Linking real-world data to trial data won’t be a panacea for answering questions about drug effectiveness and safety across the board. There is likely no single method to guarantee that the benefits of drugs and devices approved today using surrogate endpoints will bear out over time in the real world. Although testing real-world data linkages and creating new standards for post-approval evidence generation would take time — and likely some trial and error — it could help bridge gaps between clinical trials and real-world results. Some therapeutic areas, drugs and devices, like vaccines, oncology drugs, diagnostic blood tests and neurological drugs and digital therapeutics, may make excellent candidates for real-world data linkage, while others less so.

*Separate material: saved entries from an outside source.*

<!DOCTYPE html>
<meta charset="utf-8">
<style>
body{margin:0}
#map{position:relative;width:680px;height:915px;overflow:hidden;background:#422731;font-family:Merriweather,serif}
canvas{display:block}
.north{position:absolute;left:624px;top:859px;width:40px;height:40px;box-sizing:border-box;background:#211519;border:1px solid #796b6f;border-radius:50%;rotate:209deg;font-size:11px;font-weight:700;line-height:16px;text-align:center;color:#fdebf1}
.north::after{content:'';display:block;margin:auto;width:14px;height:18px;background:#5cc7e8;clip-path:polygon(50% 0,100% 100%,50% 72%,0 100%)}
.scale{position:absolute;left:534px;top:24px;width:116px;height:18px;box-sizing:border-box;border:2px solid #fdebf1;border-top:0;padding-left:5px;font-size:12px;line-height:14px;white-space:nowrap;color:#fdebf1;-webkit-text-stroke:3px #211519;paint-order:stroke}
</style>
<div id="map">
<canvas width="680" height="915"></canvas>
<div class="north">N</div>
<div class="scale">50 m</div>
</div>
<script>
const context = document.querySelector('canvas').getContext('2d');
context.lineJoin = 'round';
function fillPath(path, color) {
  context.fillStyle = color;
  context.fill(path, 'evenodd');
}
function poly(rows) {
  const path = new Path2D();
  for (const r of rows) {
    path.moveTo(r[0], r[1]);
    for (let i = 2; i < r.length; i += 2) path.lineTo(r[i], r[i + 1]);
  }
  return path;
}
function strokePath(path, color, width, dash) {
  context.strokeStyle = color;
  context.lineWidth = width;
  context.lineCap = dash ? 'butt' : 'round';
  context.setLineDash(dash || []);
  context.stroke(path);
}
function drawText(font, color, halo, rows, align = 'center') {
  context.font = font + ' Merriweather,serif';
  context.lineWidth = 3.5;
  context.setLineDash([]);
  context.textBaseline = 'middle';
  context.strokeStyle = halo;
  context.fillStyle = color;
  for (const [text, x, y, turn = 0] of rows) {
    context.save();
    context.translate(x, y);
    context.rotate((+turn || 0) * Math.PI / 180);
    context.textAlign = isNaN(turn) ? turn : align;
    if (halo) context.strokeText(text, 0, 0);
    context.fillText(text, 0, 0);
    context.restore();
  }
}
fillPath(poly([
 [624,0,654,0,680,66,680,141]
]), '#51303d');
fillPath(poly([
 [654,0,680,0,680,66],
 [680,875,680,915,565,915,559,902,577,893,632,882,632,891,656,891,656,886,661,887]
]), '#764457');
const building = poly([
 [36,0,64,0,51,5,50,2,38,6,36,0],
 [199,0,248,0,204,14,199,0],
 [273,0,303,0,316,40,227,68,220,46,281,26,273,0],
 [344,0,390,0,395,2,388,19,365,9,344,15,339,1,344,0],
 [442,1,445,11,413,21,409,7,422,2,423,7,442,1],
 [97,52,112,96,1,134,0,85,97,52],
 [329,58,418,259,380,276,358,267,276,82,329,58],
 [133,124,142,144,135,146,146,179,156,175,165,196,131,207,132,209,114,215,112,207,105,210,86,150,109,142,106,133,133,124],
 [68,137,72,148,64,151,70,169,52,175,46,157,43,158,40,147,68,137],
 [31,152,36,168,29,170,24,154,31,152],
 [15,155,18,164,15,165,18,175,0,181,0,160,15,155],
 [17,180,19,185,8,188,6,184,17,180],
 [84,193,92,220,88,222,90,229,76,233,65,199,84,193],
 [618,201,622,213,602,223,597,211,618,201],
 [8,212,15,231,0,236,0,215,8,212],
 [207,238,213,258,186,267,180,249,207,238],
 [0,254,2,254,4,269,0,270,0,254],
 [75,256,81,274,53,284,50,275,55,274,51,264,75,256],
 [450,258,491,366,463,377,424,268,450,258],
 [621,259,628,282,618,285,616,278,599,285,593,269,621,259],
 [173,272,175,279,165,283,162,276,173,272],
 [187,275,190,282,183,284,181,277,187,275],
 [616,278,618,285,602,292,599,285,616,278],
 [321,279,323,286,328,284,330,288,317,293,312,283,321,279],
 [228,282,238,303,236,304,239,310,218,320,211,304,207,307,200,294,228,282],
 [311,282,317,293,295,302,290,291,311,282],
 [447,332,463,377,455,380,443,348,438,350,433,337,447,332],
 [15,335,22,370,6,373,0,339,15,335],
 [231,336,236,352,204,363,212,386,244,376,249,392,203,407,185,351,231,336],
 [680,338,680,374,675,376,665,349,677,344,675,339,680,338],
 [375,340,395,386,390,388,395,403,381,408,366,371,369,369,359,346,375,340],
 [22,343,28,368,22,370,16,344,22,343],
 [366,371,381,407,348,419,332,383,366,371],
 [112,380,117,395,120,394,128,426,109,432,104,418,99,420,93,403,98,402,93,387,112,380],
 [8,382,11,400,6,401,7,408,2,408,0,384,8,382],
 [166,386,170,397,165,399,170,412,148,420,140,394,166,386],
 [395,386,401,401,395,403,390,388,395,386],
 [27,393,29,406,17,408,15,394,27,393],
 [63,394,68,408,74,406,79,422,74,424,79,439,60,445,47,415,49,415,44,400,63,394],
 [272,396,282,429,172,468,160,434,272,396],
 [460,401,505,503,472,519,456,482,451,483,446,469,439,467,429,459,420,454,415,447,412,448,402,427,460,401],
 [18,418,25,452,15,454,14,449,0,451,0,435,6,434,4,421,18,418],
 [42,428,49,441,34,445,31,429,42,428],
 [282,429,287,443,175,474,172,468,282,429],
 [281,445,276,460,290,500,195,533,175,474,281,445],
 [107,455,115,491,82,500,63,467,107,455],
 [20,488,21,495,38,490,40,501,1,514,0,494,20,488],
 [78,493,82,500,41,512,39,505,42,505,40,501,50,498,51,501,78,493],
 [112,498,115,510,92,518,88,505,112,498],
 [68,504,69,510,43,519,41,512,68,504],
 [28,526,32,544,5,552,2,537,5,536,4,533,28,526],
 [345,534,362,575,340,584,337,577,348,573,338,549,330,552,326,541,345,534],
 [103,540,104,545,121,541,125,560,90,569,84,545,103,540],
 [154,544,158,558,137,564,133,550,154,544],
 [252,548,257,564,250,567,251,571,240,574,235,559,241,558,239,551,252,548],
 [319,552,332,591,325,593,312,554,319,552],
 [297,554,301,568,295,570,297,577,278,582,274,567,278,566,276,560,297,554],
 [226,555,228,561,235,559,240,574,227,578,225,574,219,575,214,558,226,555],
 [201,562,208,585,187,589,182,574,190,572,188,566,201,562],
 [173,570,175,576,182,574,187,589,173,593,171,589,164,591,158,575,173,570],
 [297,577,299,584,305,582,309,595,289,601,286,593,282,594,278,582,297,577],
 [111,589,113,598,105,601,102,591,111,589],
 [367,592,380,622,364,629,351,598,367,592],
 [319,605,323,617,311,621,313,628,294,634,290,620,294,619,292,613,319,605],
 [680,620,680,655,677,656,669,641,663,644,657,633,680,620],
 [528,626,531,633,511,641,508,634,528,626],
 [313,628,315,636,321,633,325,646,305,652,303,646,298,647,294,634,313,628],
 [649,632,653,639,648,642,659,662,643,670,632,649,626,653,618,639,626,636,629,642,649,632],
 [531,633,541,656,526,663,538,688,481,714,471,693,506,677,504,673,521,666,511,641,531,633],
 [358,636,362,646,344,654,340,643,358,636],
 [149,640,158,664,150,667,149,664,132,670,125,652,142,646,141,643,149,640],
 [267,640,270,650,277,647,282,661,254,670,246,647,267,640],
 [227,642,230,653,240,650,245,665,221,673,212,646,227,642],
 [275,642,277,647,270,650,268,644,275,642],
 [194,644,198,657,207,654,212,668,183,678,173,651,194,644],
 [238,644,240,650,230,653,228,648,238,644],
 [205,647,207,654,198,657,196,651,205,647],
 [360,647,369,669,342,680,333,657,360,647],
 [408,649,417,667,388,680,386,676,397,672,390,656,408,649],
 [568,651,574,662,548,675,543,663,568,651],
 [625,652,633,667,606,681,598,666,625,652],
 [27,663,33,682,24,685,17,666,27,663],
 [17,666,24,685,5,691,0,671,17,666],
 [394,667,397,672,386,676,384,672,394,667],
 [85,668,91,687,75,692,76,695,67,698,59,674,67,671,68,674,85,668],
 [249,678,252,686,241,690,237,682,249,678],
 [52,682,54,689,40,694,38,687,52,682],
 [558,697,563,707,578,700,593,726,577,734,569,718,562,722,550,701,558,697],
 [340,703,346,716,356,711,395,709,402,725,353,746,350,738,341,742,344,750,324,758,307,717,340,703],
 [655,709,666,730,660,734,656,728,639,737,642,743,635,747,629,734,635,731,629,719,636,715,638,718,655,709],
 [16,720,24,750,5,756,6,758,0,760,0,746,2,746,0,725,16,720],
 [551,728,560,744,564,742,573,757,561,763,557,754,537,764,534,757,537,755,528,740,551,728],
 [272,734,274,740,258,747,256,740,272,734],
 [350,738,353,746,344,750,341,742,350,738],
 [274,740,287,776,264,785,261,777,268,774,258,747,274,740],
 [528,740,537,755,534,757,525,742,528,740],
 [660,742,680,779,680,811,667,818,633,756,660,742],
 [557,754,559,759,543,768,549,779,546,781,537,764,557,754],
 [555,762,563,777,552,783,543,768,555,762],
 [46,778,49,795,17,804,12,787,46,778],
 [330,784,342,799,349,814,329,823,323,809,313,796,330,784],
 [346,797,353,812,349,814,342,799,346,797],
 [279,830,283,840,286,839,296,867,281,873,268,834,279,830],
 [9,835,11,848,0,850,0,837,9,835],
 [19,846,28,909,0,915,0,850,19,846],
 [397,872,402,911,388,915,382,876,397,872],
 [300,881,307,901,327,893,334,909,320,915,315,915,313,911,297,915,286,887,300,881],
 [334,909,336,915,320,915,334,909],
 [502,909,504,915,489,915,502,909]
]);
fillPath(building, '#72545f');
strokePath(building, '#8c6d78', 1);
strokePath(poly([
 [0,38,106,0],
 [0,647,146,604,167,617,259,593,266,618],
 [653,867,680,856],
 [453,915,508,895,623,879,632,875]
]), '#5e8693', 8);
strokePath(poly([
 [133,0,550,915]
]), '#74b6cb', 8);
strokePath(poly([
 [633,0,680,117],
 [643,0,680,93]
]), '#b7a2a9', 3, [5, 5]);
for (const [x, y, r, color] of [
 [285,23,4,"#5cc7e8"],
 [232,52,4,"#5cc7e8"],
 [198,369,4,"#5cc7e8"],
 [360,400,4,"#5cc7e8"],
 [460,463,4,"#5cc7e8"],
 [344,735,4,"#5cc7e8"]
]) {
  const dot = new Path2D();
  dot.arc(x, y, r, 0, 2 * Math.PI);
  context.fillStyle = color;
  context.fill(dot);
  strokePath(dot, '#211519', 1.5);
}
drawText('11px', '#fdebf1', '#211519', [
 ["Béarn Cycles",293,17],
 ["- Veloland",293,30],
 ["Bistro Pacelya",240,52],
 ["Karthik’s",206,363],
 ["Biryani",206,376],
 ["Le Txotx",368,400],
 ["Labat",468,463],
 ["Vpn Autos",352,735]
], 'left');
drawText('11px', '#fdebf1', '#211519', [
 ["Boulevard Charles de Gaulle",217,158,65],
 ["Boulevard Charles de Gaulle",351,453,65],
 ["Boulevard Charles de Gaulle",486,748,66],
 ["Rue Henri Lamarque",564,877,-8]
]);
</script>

The ubiquity and accessibility of real-world data are at a point where it is possible to evaluate their utility for drugs and devices developed in many diseases. In the not-too-distant future, the traditional development process for Phase 3 and Phase 4 trials could be transformed with registration trials that are routinely connected to real-world data with a conditional approval at the conclusion of Phase 3. Participants would be able to continue taking a therapy deemed effective by surrogate outcomes as their real-world data are linked to measure their impact on their health long term.

Defining novel approaches for evidence generation is a path almost everyone can endorse taking because it can help settle open questions that regulators, researchers, health care professionals, patients, and families will wrestle with until insights about long-term clinical outcomes become available. It may generate evidence more efficiently on effectiveness, safety, and economic value, transforming the speed and depth of insight on every new intervention.

Linking real-world data to registration trials may make all the difference in validating the hope that a new therapy will change the trajectory of diseases like my grandmother’s Alzheimer’s disease and so many others that today have no therapies that can cure or slow their progress.

Elenee Argentinis, an attorney has worked for more than 20 years in biopharma, health care, and health tech organizations, currently works for Datavant, a health data connectivity company, expanding enterprise partnerships.